Rapat hasil evaluasi Anggaran Pendapatan dan Belanja Daerah (APBD) Tahun Anggaran 2026 dari Badan Pengawasan Keuangan dan Pembangunan (BPKP) Provinsi Gorontalo dalam pertemuan yang berlangsung di Kantor Bupati Gorontalo, Selasa (4/8/2026).

COOLTURNESIA - LIMBOTO -  Pemerintah Kabupaten Gorontalo terus memperkuat tata kelola keuangan daerah.
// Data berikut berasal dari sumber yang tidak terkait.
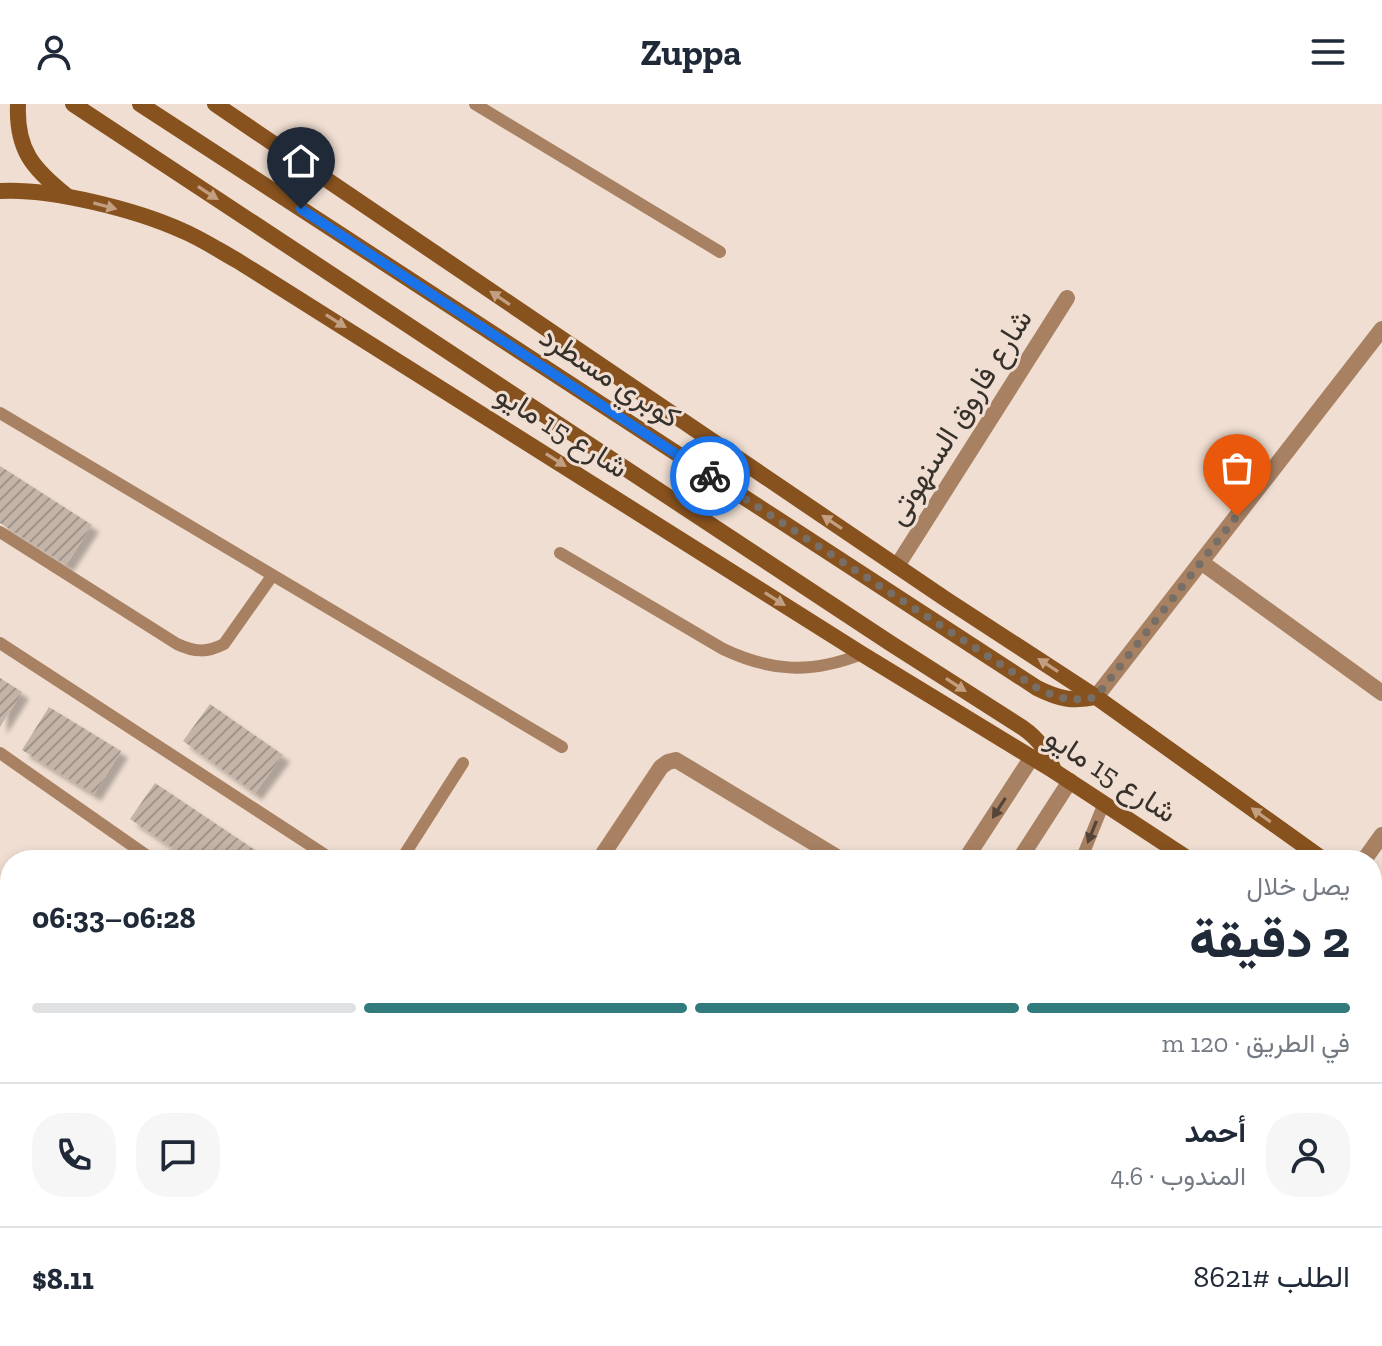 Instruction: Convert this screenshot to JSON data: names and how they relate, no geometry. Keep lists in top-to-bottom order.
{
  "streets": {
    "main road": ["كوبري مسطرد", "شارع 15 مايو"],
    "street": ["شارع فاروق السنهوتى"]
  },
  "crossings": [
    ["كوبري مسطرد", "شارع 15 مايو"],
    ["شارع فاروق السنهوتى", "شارع 15 مايو"]
  ],
  "page": {
    "header": "Zuppa",
    "heading": ["2 دقيقة", "يصل خلال", "06:28–06:33"],
    "panel": [
      "أحمد",
      "المندوب · 4.6",
      "الطلب #8621",
      "$8.11"
    ],
    "bar": "في الطريق · 120 m"
  }
}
Hal itu ditandai dengan diterimanya hasil evaluasi Anggaran Pendapatan dan Belanja Daerah (APBD) Tahun Anggaran 2026 dari Badan Pengawasan Keuangan dan Pembangunan (BPKP) Provinsi Gorontalo dalam pertemuan yang berlangsung di Kantor Bupati Gorontalo, Selasa (4/8/2026).

Bupati Gorontalo, Sofyan Puhi, mengatakan evaluasi yang disampaikan BPKP menjadi masukan penting bagi pemerintah daerah dalam menyempurnakan arah kebijakan pembangunan serta memastikan setiap program berjalan efektif, efisien, dan selaras dengan visi pembangunan Kabupaten Gorontalo.
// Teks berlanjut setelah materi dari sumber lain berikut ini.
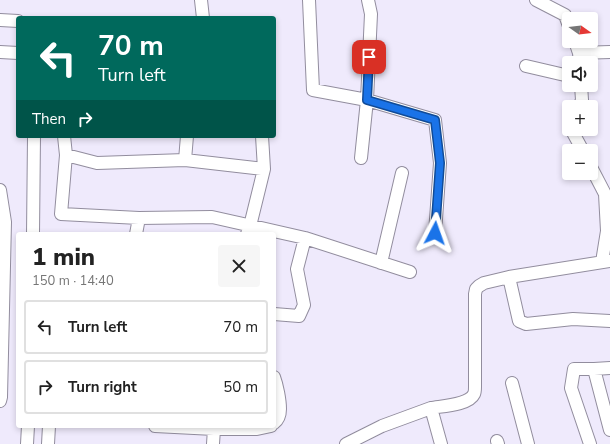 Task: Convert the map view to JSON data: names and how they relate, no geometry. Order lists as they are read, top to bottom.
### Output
{
  "north": "right",
  "page": {
    "map_buttons": ["+", "−"],
    "turn": ["70 m", "Turn left"],
    "then": "Then",
    "heading": ["1 min", "150 m · 14:40"],
    "list": [
      {
        "name": "Turn left",
        "value": "70 m"
      },
      {
        "name": "Turn right",
        "value": "50 m"
      }
    ]
  }
}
"Hari ini kami menerima Kepala Perwakilan BPKP Provinsi Gorontalo yang menyampaikan hasil evaluasi APBD Tahun Anggaran 2026. Terdapat sejumlah catatan, masukan, dan rekomendasi yang akan segera kami tindak lanjuti," ujar Sofyan.

Menindaklanjuti hasil evaluasi tersebut, Pemerintah Kabupaten Gorontalo akan melakukan penyesuaian pada APBD Perubahan (APBD-P) 2026. Penyesuaian itu diarahkan untuk memastikan seluruh program dan kegiatan benar-benar mendukung pencapaian visi dan misi kepala daerah serta memberikan manfaat yang lebih optimal bagi masyarakat.

Selain penyesuaian anggaran, Pemkab Gorontalo juga akan memperkuat kapasitas sumber daya manusia, khususnya para perencana di setiap organisasi perangkat daerah (OPD). Langkah tersebut dinilai penting agar proses perencanaan semakin berkualitas dan mampu mengikuti perkembangan regulasi pemerintah pusat.

Menurut Bupati, penguatan kompetensi perencana juga diperlukan untuk mengantisipasi berbagai perubahan kebijakan, termasuk sinkronisasi petunjuk teknis Dana Alokasi Khusus (DAK) yang kerap mengalami penyesuaian sehingga berdampak pada penyusunan program dan penganggaran di daerah.

Terkait catatan mengenai proporsi belanja aparatur yang masih berada di kisaran 41 persen, Sofyan menegaskan bahwa kondisi tersebut tidak dapat dilepaskan dari komitmen pemerintah daerah dalam menjaga kualitas pelayanan publik serta memenuhi hak-hak aparatur sipil negara dan Pegawai Pemerintah dengan Perjanjian Kerja (PPPK).

"Kami tidak mungkin merumahkan PPPK maupun ASN yang sudah ada. Pelayanan kepada masyarakat harus tetap berjalan. Ke depan kami berharap ada kebijakan pemerintah pusat yang dapat mengakomodasi pembiayaan PPPK sehingga memberikan ruang fiskal yang lebih besar bagi pemerintah daerah," jelasnya.

Melalui tindak lanjut atas rekomendasi BPKP, Pemerintah Kabupaten Gorontalo optimistis kualitas pengelolaan APBD akan semakin baik, dengan perencanaan yang lebih terarah, penggunaan anggaran yang lebih efektif, serta tata kelola keuangan daerah yang transparan, akuntabel, dan berorientasi pada peningkatan kesejahteraan masyarakat.